With the bloody events unfolding at blinding speed, Hefflin realizes the revolution is manipulated by outside forces, including his own CIA and Boris—the puppeteer who seems to be pulling all the strings of Hefflin’s life.

The Bourne Identity meets John le Carre’s The Spy Who Came In from the Cold

I RECEIVED A DRC FROM THE PUBLISHER VIA EDELWEISS+. THANK YOU.

My Review
: A time and place explored as the events I saw unfold with my own eyes were shocking and appalling me and my compatriots will always make a story I want to read.

I've had decent luck with Oceanview's choices of stories they publish so far. This one is a first novel, as almost all the others of theirs I've read so far have been. As a first novel, I felt this was very promising in terms of the choice of story to be told but less so in its structure. Is ir a sentimental education? Is it a spy thriller? Is it a long-term migrant returns tale? A love story? Pick any two. The issue for me was that the author and editor tried to fit way more plot in than the story could support.

"Bill"/Fili (his childhood nickname) in his college years and his recruitment dragged me down the hardest. It's true that I don't care if straight people get hooked/hooked back up very much. I still can read about the characters, if I'm invested in them; but I saw Catherine, the college girlfriend, as a creepy, nasty person, deeply self-centered, and I felt she didn't ever care for Bill except as and when he could be useful. The lost childhood girl-friend was so generic as to be pointless as a character, almost so much so that she was a poor Maguffin. It damned near gets him killed several times, this obsession with women who don't exist except in his imagination. No subsequent revelations or events changed my opinion, either.

What worked for me was the evocation of the time and the place...a world on the cusp of a violent ending, a culture about to prove (yet again) the absolute inescapable truth of the aphorism "To every birth its blood." There is, in each increasingly menacing occurrence, a mounting sense of Bill's being in a place that is dangerous, that could claim him as its next victim. A creeping sense of dread is always useful in a spy thriller. It was present in every part of the Romanian settings of the story. Bill's discoveries about his place in the CIA, and nature of the US interest in the country's future path, all lead him to reassess a lifetime of hurts and hopes as a last-minute rooftop decision point changes him, his essential self, irrevocably.

When we reach the end of this story, the chickens of wars long past and of debts long since exchanged for the gift of a life out of reach to thank the giver for a life unearned come home to roost. The resolution was...pat...but the consequences meted out were condign, so I landed more on the forgiving snd accepting side of the story's ending. It was not a foregone conclusion that I would forgive the w-verb-bombings and the ethnic-slur pepperings and the heterosexism...but I did. That speaks volumes in the story's favor.

I considered it a qualified success, though I warn readers about the convenient-reveal ending.

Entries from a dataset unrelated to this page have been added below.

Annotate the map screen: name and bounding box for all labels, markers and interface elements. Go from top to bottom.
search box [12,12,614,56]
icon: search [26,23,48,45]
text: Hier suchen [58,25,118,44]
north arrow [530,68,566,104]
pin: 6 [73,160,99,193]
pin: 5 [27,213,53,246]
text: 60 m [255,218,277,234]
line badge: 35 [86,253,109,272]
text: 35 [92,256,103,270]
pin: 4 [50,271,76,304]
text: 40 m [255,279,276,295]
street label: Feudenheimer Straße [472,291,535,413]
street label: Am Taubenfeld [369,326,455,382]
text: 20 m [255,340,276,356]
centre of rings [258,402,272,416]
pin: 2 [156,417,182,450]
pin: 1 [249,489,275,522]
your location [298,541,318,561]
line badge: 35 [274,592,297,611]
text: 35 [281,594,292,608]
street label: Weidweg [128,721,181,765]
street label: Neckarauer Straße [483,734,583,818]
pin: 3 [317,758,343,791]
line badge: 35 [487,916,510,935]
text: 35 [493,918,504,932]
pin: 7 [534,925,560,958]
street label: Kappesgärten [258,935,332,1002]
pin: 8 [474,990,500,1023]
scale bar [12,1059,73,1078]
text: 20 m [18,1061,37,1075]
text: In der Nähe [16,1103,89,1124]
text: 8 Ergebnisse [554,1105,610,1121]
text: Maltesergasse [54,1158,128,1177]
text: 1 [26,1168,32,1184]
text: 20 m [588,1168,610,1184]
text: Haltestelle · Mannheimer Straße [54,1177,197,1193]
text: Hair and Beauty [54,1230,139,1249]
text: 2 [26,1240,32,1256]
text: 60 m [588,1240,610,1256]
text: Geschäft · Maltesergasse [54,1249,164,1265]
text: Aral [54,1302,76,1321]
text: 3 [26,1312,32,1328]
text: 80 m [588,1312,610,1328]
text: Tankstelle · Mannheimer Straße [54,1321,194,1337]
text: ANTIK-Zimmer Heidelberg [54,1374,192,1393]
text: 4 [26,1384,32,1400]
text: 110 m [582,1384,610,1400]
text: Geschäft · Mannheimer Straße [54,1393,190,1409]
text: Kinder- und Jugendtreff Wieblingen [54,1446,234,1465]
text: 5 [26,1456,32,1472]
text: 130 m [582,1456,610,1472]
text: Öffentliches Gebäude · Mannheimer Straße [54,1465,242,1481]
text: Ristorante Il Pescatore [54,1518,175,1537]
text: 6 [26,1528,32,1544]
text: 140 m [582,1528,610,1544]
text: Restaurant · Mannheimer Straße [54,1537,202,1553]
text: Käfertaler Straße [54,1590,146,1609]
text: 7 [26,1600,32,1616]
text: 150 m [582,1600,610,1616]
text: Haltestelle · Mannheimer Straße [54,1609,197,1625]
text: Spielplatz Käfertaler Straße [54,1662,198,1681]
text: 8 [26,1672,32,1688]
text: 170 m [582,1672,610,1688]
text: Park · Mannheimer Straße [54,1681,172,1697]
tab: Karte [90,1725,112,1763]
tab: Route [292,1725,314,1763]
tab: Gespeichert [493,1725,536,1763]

There's a really interesting development on the way: THE BUCHAREST DOSSIER is now optioned for film adaptation by Cody Gifford, Kathie Lee Gifford's son.

+++++++++++++++++++++++++++++++++++++++++++++++++++++++++++++++++


THE BUCHAREST LEGACY: Rise of the Oligarchs
WILLIAM MAZ
(Bill Hefflin #2)
Oceanview Publishing
$28.95 hardcover, available now

Rating: 3.5* of five

The Publisher Says: The CIA is rocked to its core when a KGB defector divulges that there is a KGB mole inside the Agency. They learn that the mole' s handler is a KGB agent known as Boris. CIA analyst Bill Hefflin recognizes that name—Boris is the code name of Hefflin' s longtime KGB asset. If the defector is correct, Hefflin realizes Boris must be a triple agent, and his supposed mole has been passing false intel to Hefflin and the CIA. What' s more, this makes Hefflin the prime suspect as the KGB mole inside the Agency.

Hefflin is given a chance to prove his innocence by returning to his city of birth, Bucharest, Romania, to find Boris and track down the identity of the mole. It' s been three years since the bloody revolution, and what he finds is a cauldron of spies, crooked politicians, and a country controlled by the underground and the new oligarchs, all of whom want to find Boris. But Hefflin has a secret that no one else knows—Boris has been dead for over a year.

While the novels in the Bill Hefflin Spy Thriller Series stand on their own and can be read in any order, the publication sequence is {actually very important, ignore this sentence}.

I RECEIVED A DRC FROM THE PUBLISHER VIA NETGALLEY. THANK YOU.

My Review
: I did not see this set-up coming. I like that in a spy story, especially a series. What I *did* see coming was that the author would keep using the ethnic slur "gypsy" which as a Romanian he should know is the semantic equivalent of the "n" word...but wait! there's more, as the infomercials used to say....

Considering how the previous book ended, I was expecting to feel pretty indifferent to the life Bill's received from his immigrant parets and their sacrifices, from Boris and his scale-balancing, being placed under threat. I was, in fact, uninterested in his fatherhood, his marriage to the still-icky-to-me Catherine, all that pop-music-scored montage material. Once Bill's in the vice-grip of his old job's new bosses and he's back in Bucharest, I stopped speed-flipping and resumed reading.

What we have is a spy story that really bites into the apple of all (especially the best) spy stories: who're the "good" guys when absolutely everyone is lying through their (false) teeth and giving you Bambi-eyes through colored contacts as they try to distract you with a hand job while picking your pocket and measuring you up for a swift stab?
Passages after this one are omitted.